Google’s Cardboard Camera for 3D Virtual Reality Photos

Today Google released an app “Cardboard Camera” for Android in the Play Store:
https://play.google.com/store/apps/details?id=com.google.vr.cyclops
A free app to create 3D virtual reality photos (stereoscopic 3D 360° panoramas).

Screen Shot 2015-12-03 at 2.19.33 PM

VR Photography

The app takes a three-dimensional panorama you can view in the Google Cardboard app. The result is a 360° image where near things look near, far things look far, and you can look in front of you, to your sides, or all the way behind you to see the entire captured scene. (The top and bottom parts of the image are blurred out.)

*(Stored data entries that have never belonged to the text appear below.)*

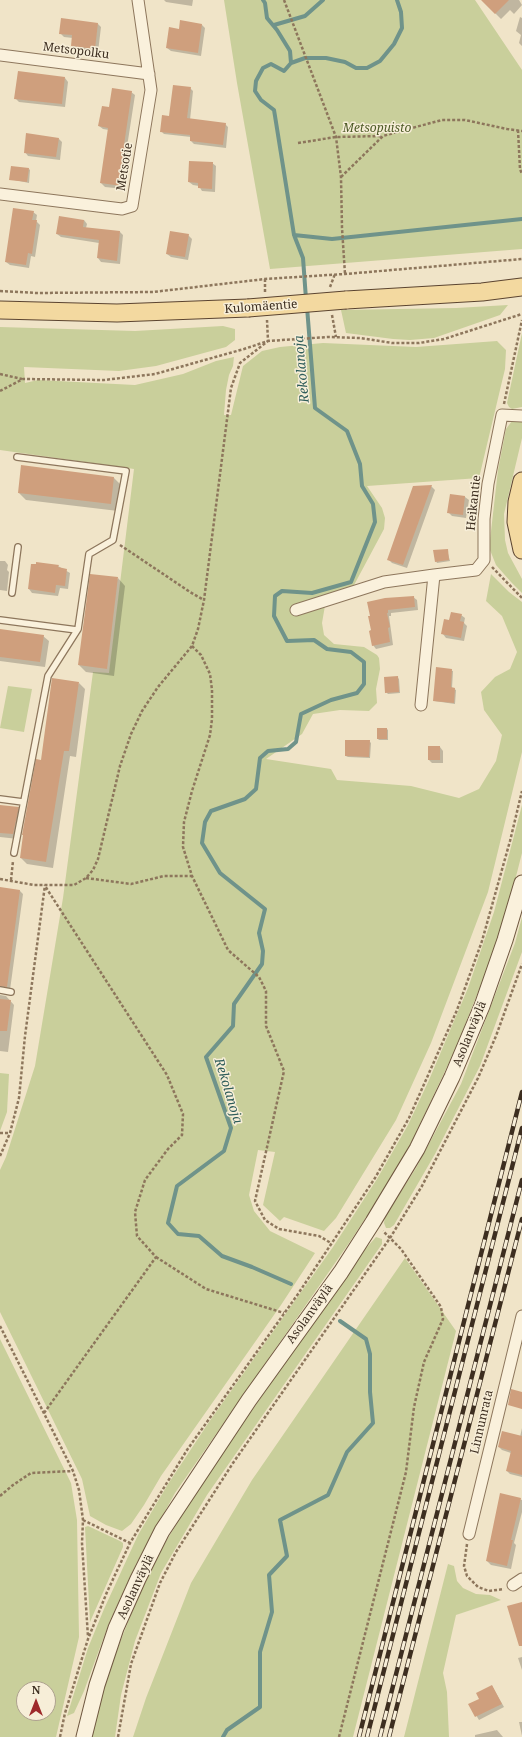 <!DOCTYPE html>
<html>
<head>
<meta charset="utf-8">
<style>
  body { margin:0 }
  #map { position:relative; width:522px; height:1737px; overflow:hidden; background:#f0e4c8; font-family:"Noto Serif",serif }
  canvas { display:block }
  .north { position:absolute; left:16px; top:1681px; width:40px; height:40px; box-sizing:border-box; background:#f7eed8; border:1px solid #ada18e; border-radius:50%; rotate:0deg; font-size:11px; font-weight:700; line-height:16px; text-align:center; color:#3d2e20 }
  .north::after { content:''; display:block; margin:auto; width:14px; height:18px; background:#9e2a2b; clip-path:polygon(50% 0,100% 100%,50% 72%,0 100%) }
</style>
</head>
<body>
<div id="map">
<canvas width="522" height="1737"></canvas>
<div class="north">N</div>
</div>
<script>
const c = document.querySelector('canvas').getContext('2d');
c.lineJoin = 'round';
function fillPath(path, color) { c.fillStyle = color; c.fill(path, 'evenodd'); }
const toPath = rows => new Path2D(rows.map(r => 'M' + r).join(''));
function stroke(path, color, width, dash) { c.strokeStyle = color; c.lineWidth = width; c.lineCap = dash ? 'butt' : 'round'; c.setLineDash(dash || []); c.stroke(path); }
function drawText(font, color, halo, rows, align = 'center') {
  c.font = font + ' "Noto Serif",serif'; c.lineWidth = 3; c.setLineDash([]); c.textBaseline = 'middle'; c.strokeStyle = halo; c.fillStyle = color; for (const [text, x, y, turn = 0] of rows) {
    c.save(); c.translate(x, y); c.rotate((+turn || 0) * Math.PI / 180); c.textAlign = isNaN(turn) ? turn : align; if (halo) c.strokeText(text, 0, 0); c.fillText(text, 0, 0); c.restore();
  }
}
const green = toPath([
  [224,0,475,0,522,70,522,249,270,269,237,83],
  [508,305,500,315,434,338,410,340,393,339,346,333,341,310,456,308],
  [223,326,235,329,235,340,226,347,156,366,119,371,24,367,25,383,38,380,135,385,183,374,216,361,234,357,233,366,229,375,226,390,224,415,231,415,243,366,262,351,280,347,323,343,416,347,497,341,506,350,505,369,479,478,367,486,382,508,385,518,384,529,353,587,327,594,322,623,324,635,334,644,364,647,377,655,379,658,380,669,376,689,377,703,369,711,340,710,313,714,302,734,266,759,331,769,337,780,411,786,459,798,479,789,496,761,502,735,484,710,481,692,495,677,510,669,517,652,502,616,486,601,491,574,509,592,522,602,522,752,488,892,431,1043,396,1120,336,1218,324,1231,284,1217,280,1221,263,1205,275,1152,258,1150,249,1195,254,1211,270,1231,315,1253,281,1305,161,1476,144,1505,131,1524,122,1531,106,1525,90,1516,82,1479,0,1312,0,1170,6,1157,35,1066,63,898,93,672,109,673,134,469,0,450,0,327,135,331],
  [522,333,522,407,512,409,509,407,507,403],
  [518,420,522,422,522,438,504,514,505,540,508,553,522,579,522,593,511,582,496,565,490,550,490,540,498,470,506,429,512,421],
  [8,686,32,689,24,732,0,728],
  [522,805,522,853,510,900,490,962,455,1050,411,1143,388,1184,349,1243,175,1493,136,1564,109,1623,84,1691,74,1713,67,1716,88,1648,104,1609,138,1535,168,1484,209,1422,333,1247,377,1179,408,1125,429,1080,468,988,494,912],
  [522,917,522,952,480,1066,435,1154,394,1225,390,1228,386,1228,384,1223,385,1217,416,1168,461,1084,515,943],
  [0,1073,9,1074,7,1112,0,1131],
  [376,1237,382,1239,382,1244,207,1495,161,1573,135,1641,121,1695,115,1737,91,1737,107,1675,136,1602,162,1548,202,1482,361,1254],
  [405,1258,456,1331,353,1737,133,1737,146,1698,191,1583,252,1480],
  [0,1339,71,1483,77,1520,79,1637,56,1737,0,1737],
  [24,1689,48,1689,48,1713,24,1713],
  [88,1526,120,1541,123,1543,123,1547,90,1622,85,1527],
  [448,1564,454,1566,457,1581,463,1588,476,1594,490,1595,501,1600,456,1615,443,1673,447,1692,449,1737,404,1737]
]);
const shadow = toPath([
  [164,0,193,0,192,6,166,2],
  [482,0,519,0,522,5,514,14,510,10,501,19],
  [520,17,522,18,522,46,519,43,521,35,516,31],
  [98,24,101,27,98,52,76,49,72,46,73,38,64,37,60,33],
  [202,25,205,28,201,56,171,51,167,48,180,30],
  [65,78,68,82,65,107,19,102,15,98],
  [190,88,193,91,190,120,225,124,228,127,226,148,194,144,191,141,191,137,164,134,161,131],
  [131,92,135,95,127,147,130,150,125,189,105,187,101,183,109,130,103,129,99,126,110,108],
  [59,139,62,142,60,160,28,156,25,152],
  [212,163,216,166,215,192,202,191,199,186,193,185,189,182],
  [29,169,30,170,29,183,10,179],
  [33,212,37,215,36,221,40,225,35,257,31,256,29,268,10,265,6,262],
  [84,220,87,224,86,228,120,232,123,235,120,264,101,262,98,258,99,243,61,237,57,234],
  [188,235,192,239,188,260,171,257,167,254],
  [22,466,114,478,121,485,118,511,26,500,19,493],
  [431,486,435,490,407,568,392,563,388,559],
  [451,495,465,497,469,500,466,518,452,516,448,512],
  [447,550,450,561,437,563,436,561],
  [0,561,5,561,8,565,7,570,9,572,7,591,0,590],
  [58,566,70,573,68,589,60,588,58,596,32,593,29,589],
  [118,578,125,586,114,676,86,672,79,665],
  [413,597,417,600,418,610,391,613,391,616,389,616,393,645,376,649,373,645,371,616],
  [461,615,465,618,464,623,467,626,464,641,446,638,443,634],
  [0,630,43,636,49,641,45,667,0,661],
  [437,668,453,671,452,688,456,690,455,704,434,701],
  [397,677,399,679,400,693,388,694,386,692],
  [79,683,85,689,76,757,70,756,53,868,27,864,21,858,42,761],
  [387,729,388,730,388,740,379,740,378,739],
  [369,741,371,743,370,758,348,757,346,756],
  [440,747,443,751,443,763,432,763,429,760],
  [0,806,18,808,23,813,18,839,0,837],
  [0,888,20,891,23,894,10,990,0,992],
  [0,995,6,996,14,1005,8,1052,0,1051],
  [522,1428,522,1477,510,1474,507,1471,511,1453,502,1450,499,1447,520,1437],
  [501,1494,522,1500,522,1512,514,1543,516,1545,511,1569,491,1565,487,1561],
  [522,1657,522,1670,518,1658],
  [492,1686,504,1707,479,1720,470,1705,480,1700],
  [519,1722,522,1722,522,1736],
  [497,1730,503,1737,475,1737,475,1735]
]);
const stream = toPath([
  [263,0,265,3,267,18,277,30,290,51,291,63,284,71,271,64,263,68,256,81,255,91,261,100,274,110,275,116,294,235,303,258,306,299],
  [274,25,305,16,323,0],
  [291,63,305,58,326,58,345,62,356,68,367,68,380,61,394,44,402,28,401,12,397,0],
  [294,235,332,239,522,219],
  [291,1284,252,1267,222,1256,199,1236,178,1234,168,1223,177,1186,224,1151,231,1128,206,1057,233,1026,234,1004,262,964,263,951,259,933,265,909,220,873,202,843,205,822,211,811,245,799,256,789,260,758,268,751,288,749,296,742,301,714,331,700,357,693,364,684,364,662,351,652,327,649,314,640,287,641,274,616,275,596,282,591,312,593,351,582,375,522,373,504,362,486,360,464,347,431,315,408,307,307],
  [223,1737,227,1730,260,1707,260,1652,272,1612,269,1575,287,1556,280,1520,328,1495,347,1452,373,1423,370,1392,370,1354,366,1339,340,1321]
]);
const building = toPath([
  [481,0,509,0,495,14],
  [61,18,98,23,95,49,71,46,72,35,59,34],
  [180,20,202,24,198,53,166,48,169,27,179,29],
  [18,71,65,77,62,104,14,99],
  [173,85,191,87,187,118,226,123,223,145,190,141,190,135,160,132,162,115,169,116],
  [112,88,132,91,124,145,127,145,122,186,100,183,108,128,98,126,102,106,109,107],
  [26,133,59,138,56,157,24,153],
  [189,161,213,162,212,189,198,188,198,183,188,182],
  [11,166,29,168,27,182,9,180],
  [13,208,34,211,32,220,37,220,32,254,28,253,26,265,5,262],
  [59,216,84,220,83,227,120,231,117,261,97,258,99,240,56,234],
  [170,231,189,234,185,257,166,254],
  [21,465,114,477,111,504,18,493],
  [432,485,403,565,387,560,413,486],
  [450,494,465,496,463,515,447,513],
  [448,549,449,560,435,562,433,550],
  [36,562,59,565,58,567,67,569,65,586,56,585,55,593,28,589,31,564,36,564],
  [90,574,118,577,107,669,78,665],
  [414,596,415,607,388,610,388,613,387,613,390,627,388,628,390,642,372,646,369,631,371,630,368,616,370,616,367,602,385,598],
  [451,612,462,614,460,621,464,622,461,638,441,634,444,619,449,620],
  [0,629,44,635,40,662,0,657],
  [436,667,452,669,451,687,455,688,454,703,433,701],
  [398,676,399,692,385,693,384,677],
  [52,678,79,682,69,751,64,751,46,862,20,858,23,835,22,835,36,759,41,760],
  [377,728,387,728,387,739,377,739],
  [345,740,370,740,369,757,345,756],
  [428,746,440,746,440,760,428,760],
  [0,805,19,807,13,834,0,833],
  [0,887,20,890,7,987,0,986],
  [0,999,11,1000,7,1031,0,1031],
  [511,1389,522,1392,522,1409,508,1405],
  [502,1431,522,1436,522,1475,506,1471,511,1451,498,1447],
  [500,1493,521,1498,511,1540,513,1540,507,1566,486,1561],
  [522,1602,522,1646,519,1646,507,1606],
  [492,1685,502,1704,475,1717,468,1704,479,1699,476,1693]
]);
const path = toPath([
  [284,0,336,137,341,177,342,228,345,274],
  [518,130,520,169,522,174],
  [298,143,336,137,382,136],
  [341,177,383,136,397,132,442,120,465,120,507,129,522,131],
  [265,279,265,293],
  [330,287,335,274],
  [0,291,37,293,153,292,265,279,345,274,522,259],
  [332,315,336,337],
  [0,374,22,379],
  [0,391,23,379,104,380,155,374,244,349,268,341,328,337,360,338,392,343,419,343,444,339,522,314],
  [504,404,522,320],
  [120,545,190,592,204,600],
  [492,567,522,598],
  [192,646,201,655,210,674,212,690,212,719,210,735,192,791,184,822,183,847,192,876,228,950,259,977,266,991,266,1026,284,1071,255,1201,265,1220,279,1229,319,1236,331,1243],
  [86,878,131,884,164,876,192,876],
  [0,879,34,885,74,885,86,878,93,870,98,859,120,766,131,734,142,711,158,687,192,646,198,629,204,600,231,388,240,363,268,341,267,320],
  [11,880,13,861],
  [0,1133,10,1133],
  [0,1156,10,1133,19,1098,25,1036,45,885],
  [156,1257,206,1289,284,1313],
  [0,1326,73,1471,79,1490,83,1520,82,1543,88,1637],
  [44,1413,156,1257,137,1236,135,1212,145,1180,168,1149,182,1135,183,1114,167,1075,45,886],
  [0,1496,13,1485,31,1473,73,1471],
  [83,1520,130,1543],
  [467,1544,464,1566,467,1576,478,1587,489,1591,504,1589],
  [60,1737,65,1713,88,1639,107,1592,130,1543,187,1450,298,1294,375,1178,409,1118,457,1010,482,941,510,841,522,791],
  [118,1737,131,1664,160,1583,176,1552,233,1463,390,1238,422,1186,478,1078,496,1036,522,964],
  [339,1737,406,1472,414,1407,424,1362,443,1319,441,1307,401,1249,383,1231]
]);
const lane = toPath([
  [12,593,18,547],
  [0,620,77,630],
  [0,799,23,802],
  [14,853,48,676,78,629,89,554,113,540,126,471,17,457],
  [0,990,11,992]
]);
const street = toPath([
  [0,55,149,74],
  [0,194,122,209,132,206,151,90,138,0],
  [296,610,384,582,434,575],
  [421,705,434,575,476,570,484,560,484,519,488,484,502,415,522,416],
  [469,1534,522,1316],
  [513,1585,522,1579]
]);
const secondary = toPath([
  [84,1737,97,1685,116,1628,138,1579,162,1531,249,1400,341,1272,373,1222,417,1149,452,1077,482,1006,505,940,522,883]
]);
const primary = toPath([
  [346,300,482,292,522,287],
  [0,310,117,313,248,308],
  [522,481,517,502,516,522,522,550]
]);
const rail = toPath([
  [359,1737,522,1092],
  [367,1737,522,1128],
  [380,1737,522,1180],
  [389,1737,522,1219]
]);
const primaryBridge = toPath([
  [248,308,346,300]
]);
const streetNames = [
  ["Metsopolku",76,51,7],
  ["Metsotie",125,167,-81],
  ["Kulomäentie",261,307,-4],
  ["Heikantie",474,503,-84],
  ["Asolanväylä",470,1034,-68],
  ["Asolanväylä",310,1314,-54],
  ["Linnunrata",482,1422,-77],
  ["Asolanväylä",136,1587,-65]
];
const parkNames = [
  ["Metsopuisto",377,129]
];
const waterNames = [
  ["Rekolanoja",302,369,-95],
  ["Rekolanoja",228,1091,73]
];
fillPath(green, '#c9cf9b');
fillPath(shadow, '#0003');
stroke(stream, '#6f938a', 4);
fillPath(building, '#cf9f7d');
stroke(lane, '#8d765c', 8);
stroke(street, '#8d765c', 13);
stroke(secondary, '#6f573f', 17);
stroke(primary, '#5b4430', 19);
stroke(path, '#8d765c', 2.5, [3, 2]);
stroke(lane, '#faf1dc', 5.5);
stroke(street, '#faf1dc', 11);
stroke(secondary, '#faf1dc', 15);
stroke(primary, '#f3d9a0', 17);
stroke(rail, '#3d2e20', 4.5);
stroke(rail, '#f7eed8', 3, [9]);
stroke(primaryBridge, '#5b4430', 19, []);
stroke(primaryBridge, '#f3d9a0', 17);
drawText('12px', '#3d2e20', '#f7eed8', streetNames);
drawText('italic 12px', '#4d5a26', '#f7eed8', parkNames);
drawText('italic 13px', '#2f5d5a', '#f7eed8', waterNames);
</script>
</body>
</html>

Screenshot_2015-12-03-13-51-56

To do this, the app has you move the phone horizontally to the right [slowly] in a complete (or partial) circle, and even records sound.

After you finish capturing a scene, a short minute of processing begins, then the app creates a normal jpeg pano to view in your standard Android gallery, but with an .vr extension prefixed (IMG_XYZ.vr.jpg). While still inside the app, you have the option to launch into cardboard vr to view.

IMG_20151203_132057.vr

The jpg pano itself doesn’t seem to contain any extra info… so how do they show a stereoscopic experience with sound in cardboard?

Hidden Metadata in Google Cardboard Camera

Well, If you have a look in the app’s private folder on your phone:

/data/data/com.google.vr.cyclops/cache/datasets/

you will see a bunch more metadata saved for each session.

Screenshot_2015-12-03-13-47-20     Screenshot_2015-12-03-13-46-46

These include the input video to make the panos, and some cached data computed (presumably for the depth/stereo required to make two views). I imagine the other eye view is buried in one of those binary files.

I would like to know how to extract the hidden metadata (depth map and the other eye view), to view and play around with. If anyone knows or figures out how to do this, please let me know! Meanwhile I’ll see what I can find.

Side note and rant:

Finally, a decent panorama app! I could care less about the stereo feature… I just hate all panorama apps that take separate images, instead of continuously computing (using video) the result live! Surprisingly, Google’s own “Google Camera” app’s pano feature is horrible at keeping horizon lines straight! I wish they would port the video panoramic algorithms in Google Cardboard Camera to the Google Camera app, for continuous pano capture.

End rant.

 

Conclusion

The new app is pretty cool, and the resulting pictures look good.I just wish I could get access to all the data computed from the app. At the moment, I don’t really care too much for stereo images viewed in cardboard (cardboard sucks compared to gearvr), but I do think I found a great new panorama app!